• Instructions for the task
What is needed here is a verbatim copy of the records that follow.

• Excerpted records

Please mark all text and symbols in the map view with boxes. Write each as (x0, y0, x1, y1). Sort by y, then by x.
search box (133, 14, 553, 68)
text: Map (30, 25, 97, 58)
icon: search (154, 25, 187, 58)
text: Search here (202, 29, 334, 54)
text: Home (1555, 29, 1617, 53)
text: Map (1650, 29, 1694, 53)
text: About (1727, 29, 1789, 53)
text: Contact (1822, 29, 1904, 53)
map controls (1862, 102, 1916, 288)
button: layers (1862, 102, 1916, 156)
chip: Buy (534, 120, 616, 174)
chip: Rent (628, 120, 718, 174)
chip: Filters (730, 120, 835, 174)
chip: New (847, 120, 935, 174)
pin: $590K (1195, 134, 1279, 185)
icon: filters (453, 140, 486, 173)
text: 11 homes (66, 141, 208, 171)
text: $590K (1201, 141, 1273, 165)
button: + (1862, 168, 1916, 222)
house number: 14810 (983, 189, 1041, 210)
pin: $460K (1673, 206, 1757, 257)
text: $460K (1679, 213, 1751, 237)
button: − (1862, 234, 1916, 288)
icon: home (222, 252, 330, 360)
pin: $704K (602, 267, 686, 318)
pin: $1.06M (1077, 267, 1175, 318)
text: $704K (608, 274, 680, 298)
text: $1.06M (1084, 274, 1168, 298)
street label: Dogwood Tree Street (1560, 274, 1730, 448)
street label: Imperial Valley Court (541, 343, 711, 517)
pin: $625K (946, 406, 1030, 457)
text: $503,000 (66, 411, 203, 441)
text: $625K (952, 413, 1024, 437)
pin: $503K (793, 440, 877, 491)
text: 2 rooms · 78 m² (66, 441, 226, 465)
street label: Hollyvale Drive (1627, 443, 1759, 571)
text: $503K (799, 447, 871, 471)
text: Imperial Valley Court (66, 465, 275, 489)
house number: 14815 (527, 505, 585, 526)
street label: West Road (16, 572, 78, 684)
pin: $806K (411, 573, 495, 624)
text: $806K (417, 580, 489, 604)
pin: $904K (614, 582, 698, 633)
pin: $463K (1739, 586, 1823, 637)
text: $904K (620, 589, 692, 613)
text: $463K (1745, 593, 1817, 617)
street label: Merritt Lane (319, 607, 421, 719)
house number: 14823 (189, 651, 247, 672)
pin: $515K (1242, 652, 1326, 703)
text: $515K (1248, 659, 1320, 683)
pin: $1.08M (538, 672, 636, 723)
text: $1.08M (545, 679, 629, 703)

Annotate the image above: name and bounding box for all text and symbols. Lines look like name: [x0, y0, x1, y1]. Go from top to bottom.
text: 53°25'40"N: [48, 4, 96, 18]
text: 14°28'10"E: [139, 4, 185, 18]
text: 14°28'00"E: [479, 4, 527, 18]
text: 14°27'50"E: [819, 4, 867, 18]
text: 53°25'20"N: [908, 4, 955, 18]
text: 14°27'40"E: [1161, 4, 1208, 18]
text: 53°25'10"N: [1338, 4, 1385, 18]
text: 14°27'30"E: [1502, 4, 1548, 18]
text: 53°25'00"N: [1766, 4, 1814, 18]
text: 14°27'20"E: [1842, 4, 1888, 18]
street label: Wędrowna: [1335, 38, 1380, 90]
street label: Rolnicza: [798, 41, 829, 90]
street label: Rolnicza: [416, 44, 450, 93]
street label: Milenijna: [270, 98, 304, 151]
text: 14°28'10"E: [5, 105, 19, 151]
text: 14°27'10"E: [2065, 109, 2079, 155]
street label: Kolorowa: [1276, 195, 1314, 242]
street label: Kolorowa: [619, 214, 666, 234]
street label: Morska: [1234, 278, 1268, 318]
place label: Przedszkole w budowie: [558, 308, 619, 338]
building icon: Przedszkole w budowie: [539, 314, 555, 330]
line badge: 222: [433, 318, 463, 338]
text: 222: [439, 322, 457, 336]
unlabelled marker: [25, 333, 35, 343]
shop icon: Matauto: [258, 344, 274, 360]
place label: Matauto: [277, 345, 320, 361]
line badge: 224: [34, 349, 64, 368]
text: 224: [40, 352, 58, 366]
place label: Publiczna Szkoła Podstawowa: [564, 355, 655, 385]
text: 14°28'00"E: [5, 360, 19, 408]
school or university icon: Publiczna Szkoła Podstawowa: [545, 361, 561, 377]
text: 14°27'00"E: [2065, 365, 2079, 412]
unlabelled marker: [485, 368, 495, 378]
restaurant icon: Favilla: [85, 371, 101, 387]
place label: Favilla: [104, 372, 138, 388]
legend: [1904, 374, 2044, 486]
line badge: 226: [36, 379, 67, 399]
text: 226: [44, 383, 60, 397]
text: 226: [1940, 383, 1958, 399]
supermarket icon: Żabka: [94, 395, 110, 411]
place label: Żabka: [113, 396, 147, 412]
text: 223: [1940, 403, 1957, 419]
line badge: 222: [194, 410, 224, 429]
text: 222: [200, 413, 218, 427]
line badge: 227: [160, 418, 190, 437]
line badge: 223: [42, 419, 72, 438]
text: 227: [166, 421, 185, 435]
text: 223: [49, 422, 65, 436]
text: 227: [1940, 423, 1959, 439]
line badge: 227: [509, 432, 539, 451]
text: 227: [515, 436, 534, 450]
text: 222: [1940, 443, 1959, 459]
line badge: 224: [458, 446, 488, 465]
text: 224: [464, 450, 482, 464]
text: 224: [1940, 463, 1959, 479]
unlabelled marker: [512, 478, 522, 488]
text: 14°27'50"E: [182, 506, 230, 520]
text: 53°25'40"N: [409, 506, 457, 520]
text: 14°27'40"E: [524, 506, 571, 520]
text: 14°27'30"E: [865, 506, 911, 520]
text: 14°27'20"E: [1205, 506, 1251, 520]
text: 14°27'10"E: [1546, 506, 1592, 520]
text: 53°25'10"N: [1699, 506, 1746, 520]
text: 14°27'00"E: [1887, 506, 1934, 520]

• Result for this task
Please mark all text and symbols in the map view with boxes. Write each as (x0, y0, x1, y1). Sort by y, then by x.
search box (133, 14, 553, 68)
text: Map (30, 25, 97, 58)
icon: search (154, 25, 187, 58)
text: Search here (202, 29, 334, 54)
text: Home (1555, 29, 1617, 53)
text: Map (1650, 29, 1694, 53)
text: About (1727, 29, 1789, 53)
text: Contact (1822, 29, 1904, 53)
map controls (1862, 102, 1916, 288)
button: layers (1862, 102, 1916, 156)
chip: Buy (534, 120, 616, 174)
chip: Rent (628, 120, 718, 174)
chip: Filters (730, 120, 835, 174)
chip: New (847, 120, 935, 174)
pin: $590K (1195, 134, 1279, 185)
icon: filters (453, 140, 486, 173)
text: 11 homes (66, 141, 208, 171)
text: $590K (1201, 141, 1273, 165)
button: + (1862, 168, 1916, 222)
house number: 14810 (983, 189, 1041, 210)
pin: $460K (1673, 206, 1757, 257)
text: $460K (1679, 213, 1751, 237)
button: − (1862, 234, 1916, 288)
icon: home (222, 252, 330, 360)
pin: $704K (602, 267, 686, 318)
pin: $1.06M (1077, 267, 1175, 318)
text: $704K (608, 274, 680, 298)
text: $1.06M (1084, 274, 1168, 298)
street label: Dogwood Tree Street (1560, 274, 1730, 448)
street label: Imperial Valley Court (541, 343, 711, 517)
pin: $625K (946, 406, 1030, 457)
text: $503,000 (66, 411, 203, 441)
text: $625K (952, 413, 1024, 437)
pin: $503K (793, 440, 877, 491)
text: 2 rooms · 78 m² (66, 441, 226, 465)
street label: Hollyvale Drive (1627, 443, 1759, 571)
text: $503K (799, 447, 871, 471)
text: Imperial Valley Court (66, 465, 275, 489)
house number: 14815 (527, 505, 585, 526)
street label: West Road (16, 572, 78, 684)
pin: $806K (411, 573, 495, 624)
text: $806K (417, 580, 489, 604)
pin: $904K (614, 582, 698, 633)
pin: $463K (1739, 586, 1823, 637)
text: $904K (620, 589, 692, 613)
text: $463K (1745, 593, 1817, 617)
street label: Merritt Lane (319, 607, 421, 719)
house number: 14823 (189, 651, 247, 672)
pin: $515K (1242, 652, 1326, 703)
text: $515K (1248, 659, 1320, 683)
pin: $1.08M (538, 672, 636, 723)
text: $1.08M (545, 679, 629, 703)

Annotate the image above: name and bounding box for all text and symbols. Lines look like name: [x0, y0, x1, y1]. Go from top to bottom.
text: 53°25'40"N: [48, 4, 96, 18]
text: 14°28'10"E: [139, 4, 185, 18]
text: 14°28'00"E: [479, 4, 527, 18]
text: 14°27'50"E: [819, 4, 867, 18]
text: 53°25'20"N: [908, 4, 955, 18]
text: 14°27'40"E: [1161, 4, 1208, 18]
text: 53°25'10"N: [1338, 4, 1385, 18]
text: 14°27'30"E: [1502, 4, 1548, 18]
text: 53°25'00"N: [1766, 4, 1814, 18]
text: 14°27'20"E: [1842, 4, 1888, 18]
street label: Wędrowna: [1335, 38, 1380, 90]
street label: Rolnicza: [798, 41, 829, 90]
street label: Rolnicza: [416, 44, 450, 93]
street label: Milenijna: [270, 98, 304, 151]
text: 14°28'10"E: [5, 105, 19, 151]
text: 14°27'10"E: [2065, 109, 2079, 155]
street label: Kolorowa: [1276, 195, 1314, 242]
street label: Kolorowa: [619, 214, 666, 234]
street label: Morska: [1234, 278, 1268, 318]
place label: Przedszkole w budowie: [558, 308, 619, 338]
building icon: Przedszkole w budowie: [539, 314, 555, 330]
line badge: 222: [433, 318, 463, 338]
text: 222: [439, 322, 457, 336]
unlabelled marker: [25, 333, 35, 343]
shop icon: Matauto: [258, 344, 274, 360]
place label: Matauto: [277, 345, 320, 361]
line badge: 224: [34, 349, 64, 368]
text: 224: [40, 352, 58, 366]
place label: Publiczna Szkoła Podstawowa: [564, 355, 655, 385]
text: 14°28'00"E: [5, 360, 19, 408]
school or university icon: Publiczna Szkoła Podstawowa: [545, 361, 561, 377]
text: 14°27'00"E: [2065, 365, 2079, 412]
unlabelled marker: [485, 368, 495, 378]
restaurant icon: Favilla: [85, 371, 101, 387]
place label: Favilla: [104, 372, 138, 388]
legend: [1904, 374, 2044, 486]
line badge: 226: [36, 379, 67, 399]
text: 226: [44, 383, 60, 397]
text: 226: [1940, 383, 1958, 399]
supermarket icon: Żabka: [94, 395, 110, 411]
place label: Żabka: [113, 396, 147, 412]
text: 223: [1940, 403, 1957, 419]
line badge: 222: [194, 410, 224, 429]
text: 222: [200, 413, 218, 427]
line badge: 227: [160, 418, 190, 437]
line badge: 223: [42, 419, 72, 438]
text: 227: [166, 421, 185, 435]
text: 223: [49, 422, 65, 436]
text: 227: [1940, 423, 1959, 439]
line badge: 227: [509, 432, 539, 451]
text: 227: [515, 436, 534, 450]
text: 222: [1940, 443, 1959, 459]
line badge: 224: [458, 446, 488, 465]
text: 224: [464, 450, 482, 464]
text: 224: [1940, 463, 1959, 479]
unlabelled marker: [512, 478, 522, 488]
text: 14°27'50"E: [182, 506, 230, 520]
text: 53°25'40"N: [409, 506, 457, 520]
text: 14°27'40"E: [524, 506, 571, 520]
text: 14°27'30"E: [865, 506, 911, 520]
text: 14°27'20"E: [1205, 506, 1251, 520]
text: 14°27'10"E: [1546, 506, 1592, 520]
text: 53°25'10"N: [1699, 506, 1746, 520]
text: 14°27'00"E: [1887, 506, 1934, 520]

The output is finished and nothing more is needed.